Copy out every line of the records in which "center" can be found.

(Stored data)
═══

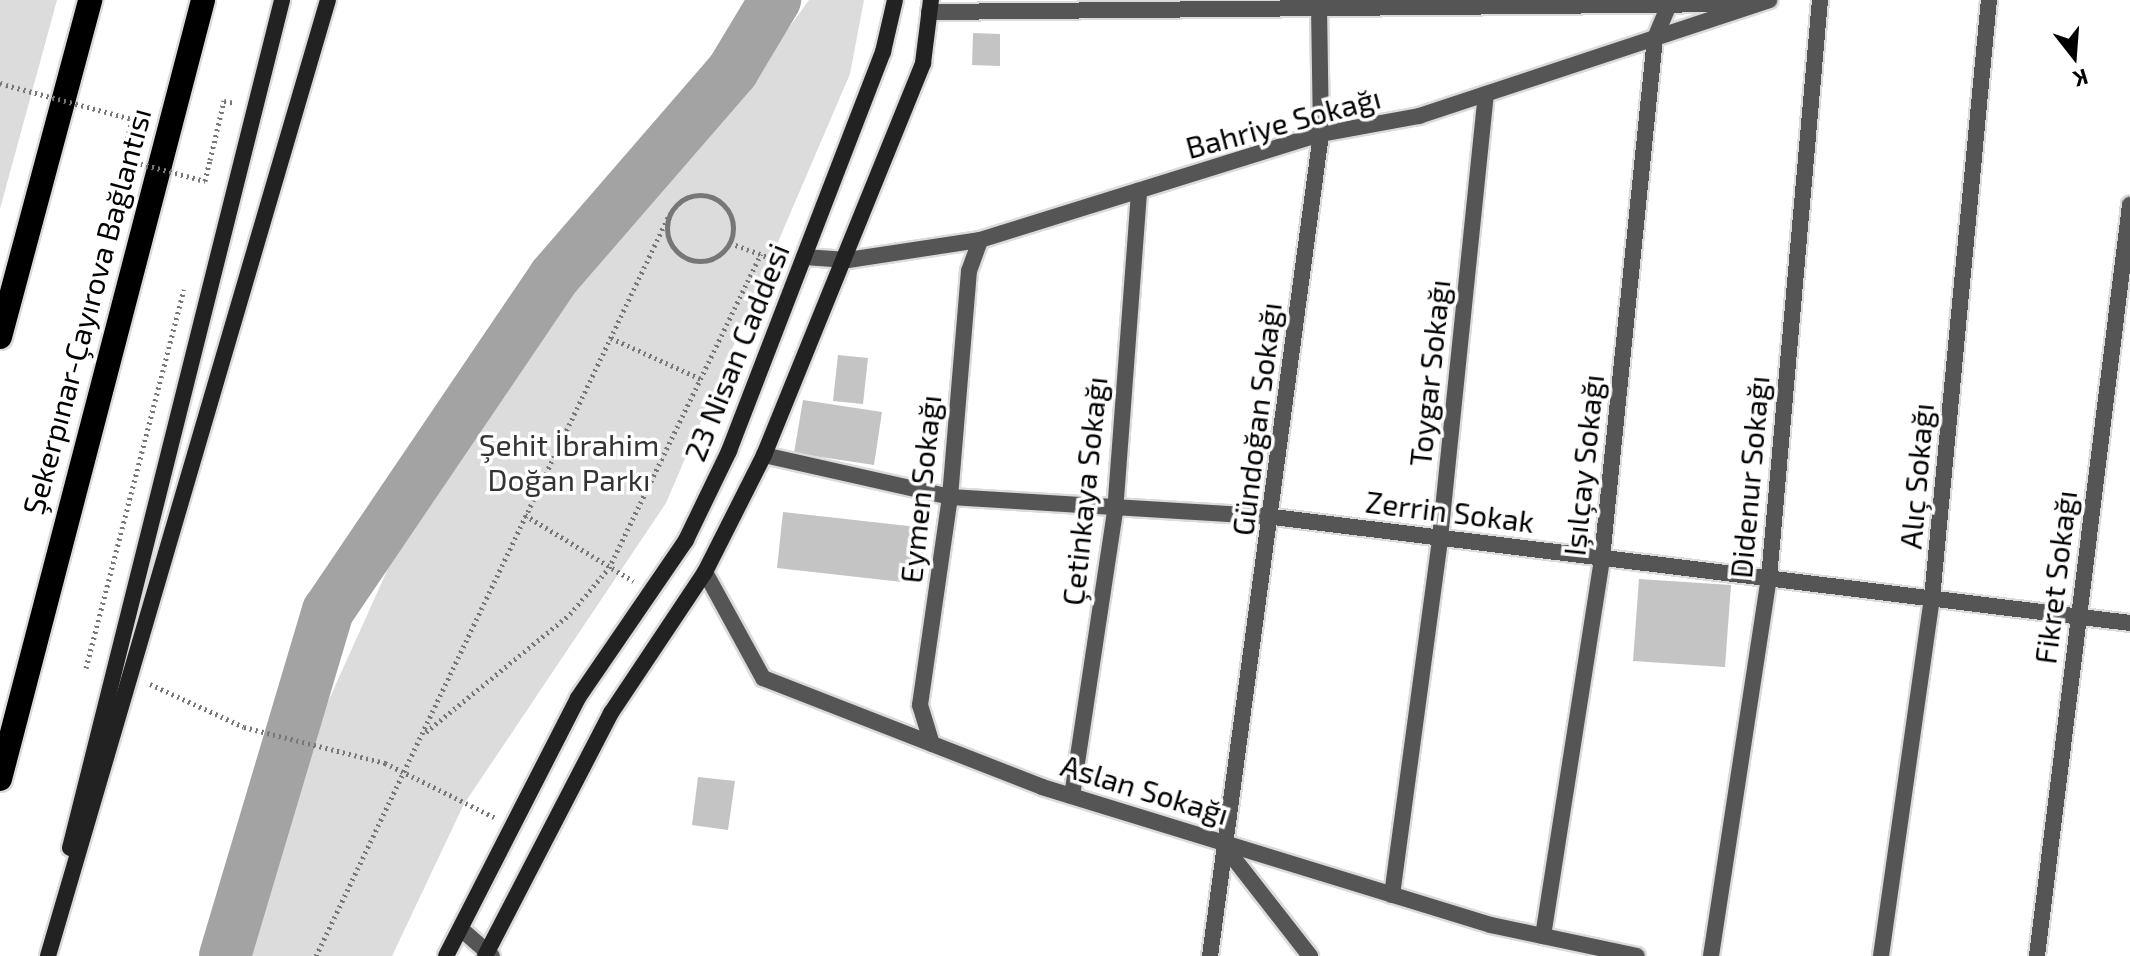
<!DOCTYPE html>
<html>
<head>
<meta charset="utf-8">
<style>
  body { margin:0 }
  #map { position:relative; width:2130px; height:956px; overflow:hidden; background:#fff; font-family:"Exo 2",sans-serif }
  div>[style] { position:absolute }
  .green>* { inset:0; background:#dcdcdc }
  .river>* { height:52px; margin:-26px; padding:0 26px; transform-origin:26px; border-radius:26px; background:#a3a3a3 }
  .building>* { inset:0; background:#c4c4c4 }
  .path>* { height:5px; margin-top:-2.5px; transform-origin:0; background:repeating-linear-gradient(90deg,#777 0 2px,transparent 0 6px) }
  .path>.ring { margin:-2.5px; padding:0; box-sizing:content-box; background:none; border:5px solid #777; border-radius:50% }
  .roads { filter:drop-shadow(2px 0 #dbdbdb) drop-shadow(-2px 0 #dbdbdb) drop-shadow(0 2px #dbdbdb) drop-shadow(0 -2px #dbdbdb) }
  .street>* { height:16px; margin:-8px; padding:0 8px; transform-origin:8px; border-radius:8px; background:#555 }
  .secondary>* { height:16px; margin:-8px; padding:0 8px; transform-origin:8px; border-radius:8px; background:#222 }
  .highway>* { height:24px; margin:-12px; padding:0 12px; transform-origin:12px; border-radius:12px; background:#000 }
  .path-bridge>* { height:5px; margin-top:-2.5px; transform-origin:0; background:repeating-linear-gradient(90deg,#777 0 2px,transparent 0 6px) }
  span { translate:-50% -50%; white-space:nowrap; text-align:center; line-height:1.15; -webkit-text-stroke:7px #fff; paint-order:stroke }
  .street-label { font-size:30px; color:#000 }
  .park-label { font-size:30px; color:#333 }
  .north { position:absolute; left:2034px; top:16px; width:80px; height:80px; -webkit-text-stroke:6px #fff; paint-order:stroke; rotate:163deg; font-size:22px; font-weight:700; line-height:32px; text-align:center; color:#000 }
  .north::after { content:''; display:block; margin:auto; width:28px; height:36px; background:#000; clip-path:polygon(50% 0,100% 100%,50% 72%,0 100%) }
</style>
</head>
<body>
<div id="map">
  <div class="green">
    <div style="clip-path:polygon(0 0,57px 0,0 209px)"></div>
    <div style="clip-path:polygon(809px 0,864px 0,850px 74px,666px 503px,464px 804px,392px 956px,241px 956px,290px 786px,400px 542px,510px 356px,649px 181px,756px 73px)"></div>
  </div>
  <div class="river">
    <div style="left:225px;top:956px;width:360px;rotate:-73.4deg"></div>
    <div style="left:328px;top:611px;width:403px;rotate:-55.9deg"></div>
    <div style="left:554px;top:277px;width:274px;rotate:-49.1deg"></div>
    <div style="left:733px;top:70px;width:82px;rotate:-59deg"></div>
  </div>
  <div class="building">
    <div style="clip-path:polygon(973px 33px,1000px 34px,1000px 66px,972px 65px)"></div>
    <div style="clip-path:polygon(838px 355px,868px 358px,863px 404px,833px 401px)"></div>
    <div style="clip-path:polygon(803px 400px,882px 412px,874px 465px,794px 453px)"></div>
    <div style="clip-path:polygon(783px 512px,926px 528px,920px 584px,777px 568px)"></div>
    <div style="clip-path:polygon(1639px 579px,1731px 585px,1725px 667px,1633px 661px)"></div>
    <div style="clip-path:polygon(698px 777px,735px 781px,728px 830px,692px 825px)"></div>
  </div>
  <div class="path">
    <div style="left:0;top:83px;width:6px;rotate:18deg"></div>
    <div style="left:210px;top:160px;width:61px;rotate:-76.7deg"></div>
    <div style="left:224px;top:101px;width:10px;rotate:11deg"></div>
    <div class="ring" style="left:667px;top:195px;width:61px;height:61px"></div>
    <div style="left:730px;top:243px;width:52px;rotate:20.2deg"></div>
    <div style="left:611px;top:338px;width:99px;rotate:24.5deg"></div>
    <div style="left:525px;top:515px;width:127px;rotate:31.4deg"></div>
    <div style="left:86px;top:668px;width:391px;rotate:-75.5deg"></div>
    <div style="left:150px;top:684px;width:103px;rotate:24.6deg"></div>
    <div style="left:244px;top:727px;width:146px;rotate:14.3deg"></div>
    <div style="left:385px;top:763px;width:122px;rotate:26.4deg"></div>
    <div style="left:426px;top:732px;width:186px;rotate:-39.3deg"></div>
    <div style="left:570px;top:614px;width:60px;rotate:-49.7deg"></div>
    <div style="left:609px;top:568px;width:349px;rotate:-64.2deg"></div>
    <div style="left:316px;top:956px;width:823px;rotate:-64.52deg"></div>
  </div>
  <div class="roads">
    <div class="street">
      <div style="left:929px;top:12px;width:811px;rotate:-0.57deg"></div>
      <div style="left:804px;top:257px;width:44px;rotate:3.9deg"></div>
      <div style="left:848px;top:260px;width:134px;rotate:-8.6deg"></div>
      <div style="left:980px;top:240px;width:357px;rotate:-17.3deg"></div>
      <div style="left:1321px;top:134px;width:100px;rotate:-10.4deg"></div>
      <div style="left:1419px;top:116px;width:369px;rotate:-18.3deg"></div>
      <div style="left:764px;top:455px;width:191px;rotate:12.7deg"></div>
      <div style="left:950px;top:497px;width:324px;rotate:3.5deg"></div>
      <div style="left:1273px;top:517px;width:864px;rotate:7.05deg"></div>
      <div style="left:705px;top:572px;width:121px;rotate:61.3deg"></div>
      <div style="left:763px;top:678px;width:300px;rotate:21.3deg"></div>
      <div style="left:1042px;top:787px;width:470px;rotate:17.1deg"></div>
      <div style="left:1491px;top:925px;width:149px;rotate:12deg"></div>
      <div style="left:932px;top:744px;width:41px;rotate:-107.1deg"></div>
      <div style="left:920px;top:705px;width:210px;rotate:-81.8deg"></div>
      <div style="left:950px;top:497px;width:227px;rotate:-85.2deg"></div>
      <div style="left:969px;top:271px;width:33px;rotate:-70deg"></div>
      <div style="left:1072px;top:796px;width:287px;rotate:-81.4deg"></div>
      <div style="left:1115px;top:512px;width:322px;rotate:-85.7deg"></div>
      <div style="left:1221px;top:842px;width:145px;rotate:52deg"></div>
      <div style="left:1392px;top:895px;width:360px;rotate:-82.3deg"></div>
      <div style="left:1440px;top:538px;width:446px;rotate:-84.1deg"></div>
      <div style="left:461px;top:929px;width:41px;rotate:41.1deg"></div>
      <div style="left:1543px;top:936px;width:383px;rotate:-81.1deg"></div>
      <div style="left:1602px;top:558px;width:523px;rotate:-84.18deg"></div>
      <div style="left:1655px;top:38px;width:41px;rotate:-67.2deg"></div>
      <div style="left:1210px;top:956px;width:829px;rotate:-82.31deg"></div>
      <div style="left:1321px;top:134px;width:134px;rotate:-90.9deg"></div>
      <div style="left:1711px;top:956px;width:382px;rotate:-81.3deg"></div>
      <div style="left:1769px;top:578px;width:580px;rotate:-84.96deg"></div>
      <div style="left:1881px;top:956px;width:362px;rotate:-81.9deg"></div>
      <div style="left:1932px;top:598px;width:601px;rotate:-84.56deg"></div>
      <div style="left:2037px;top:956px;width:757px;rotate:-82.94deg"></div>
    </div>
    <div class="secondary">
      <div style="left:70px;top:848px;width:874px;rotate:-75.96deg"></div>
      <div style="left:48px;top:956px;width:996px;rotate:-73.68deg"></div>
      <div style="left:446px;top:956px;width:290px;rotate:-62.9deg"></div>
      <div style="left:578px;top:698px;width:191px;rotate:-55.6deg"></div>
      <div style="left:686px;top:540px;width:99px;rotate:-64.2deg"></div>
      <div style="left:729px;top:451px;width:428px;rotate:-68.9deg"></div>
      <div style="left:883px;top:52px;width:53px;rotate:-77deg"></div>
      <div style="left:485px;top:956px;width:274px;rotate:-62.6deg"></div>
      <div style="left:611px;top:713px;width:169px;rotate:-56.3deg"></div>
      <div style="left:705px;top:572px;width:131px;rotate:-63.2deg"></div>
      <div style="left:764px;top:455px;width:423px;rotate:-67.9deg"></div>
      <div style="left:923px;top:63px;width:64px;rotate:-82.8deg"></div>
    </div>
    <div class="highway">
      <div style="left:0;top:337px;width:349px;rotate:-75deg"></div>
      <div style="left:0;top:779px;width:805px;rotate:-75.39deg"></div>
    </div>
  </div>
  <div class="path-bridge">
    <div style="left:6px;top:85px;width:131px;rotate:15.1deg"></div>
    <div style="left:132px;top:119px;width:41px;rotate:102.7deg"></div>
    <div style="left:123px;top:159px;width:85px;rotate:15deg"></div>
    <div style="left:205px;top:181px;width:22px;rotate:-77deg"></div>
  </div>
  <div class="street-label">
    <span style="left:1283px;top:122px;rotate:-15deg">Bahriye Sokağı</span>
    <span style="left:86px;top:311px;rotate:-75deg">Şekerpınar-Çayırova Bağlantısı</span>
    <span style="left:736px;top:352px;rotate:-68deg">23 Nisan Caddesi</span>
    <span style="left:1429px;top:373px;rotate:-84deg">Toygar Sokağı</span>
    <span style="left:1256px;top:419px;rotate:-83deg">Gündoğan Sokağı</span>
    <span style="left:1583px;top:465px;rotate:-84deg">Işılçay Sokağı</span>
    <span style="left:1916px;top:476px;rotate:-85deg">Alıç Sokağı</span>
    <span style="left:1749px;top:477px;rotate:-85deg">Didenur Sokağı</span>
    <span style="left:920px;top:489px;rotate:-84deg">Eymen Sokağı</span>
    <span style="left:1084px;top:491px;rotate:-84deg">Çetinkaya Sokağı</span>
    <span style="left:1450px;top:511px;rotate:7deg">Zerrin Sokak</span>
    <span style="left:2055px;top:577px;rotate:-83deg">Fikret Sokağı</span>
    <span style="left:1145px;top:789px;rotate:17deg">Aslan Sokağı</span>
  </div>
  <div class="park-label">
    <span style="left:569px;top:461px">Şehit İbrahim<br>Doğan Parkı</span>
  </div>
  <div class="north">K</div>
</div>
</body>
</html>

═══

▶ SOLUTION FOR THIS EXERCISE
  span { translate:-50% -50%; white-space:nowrap; text-align:center; line-height:1.15; -webkit-text-stroke:7px #fff; paint-order:stroke }
  .north { position:absolute; left:2034px; top:16px; width:80px; height:80px; -webkit-text-stroke:6px #fff; paint-order:stroke; rotate:163deg; font-size:22px; font-weight:700; line-height:32px; text-align:center; color:#000 }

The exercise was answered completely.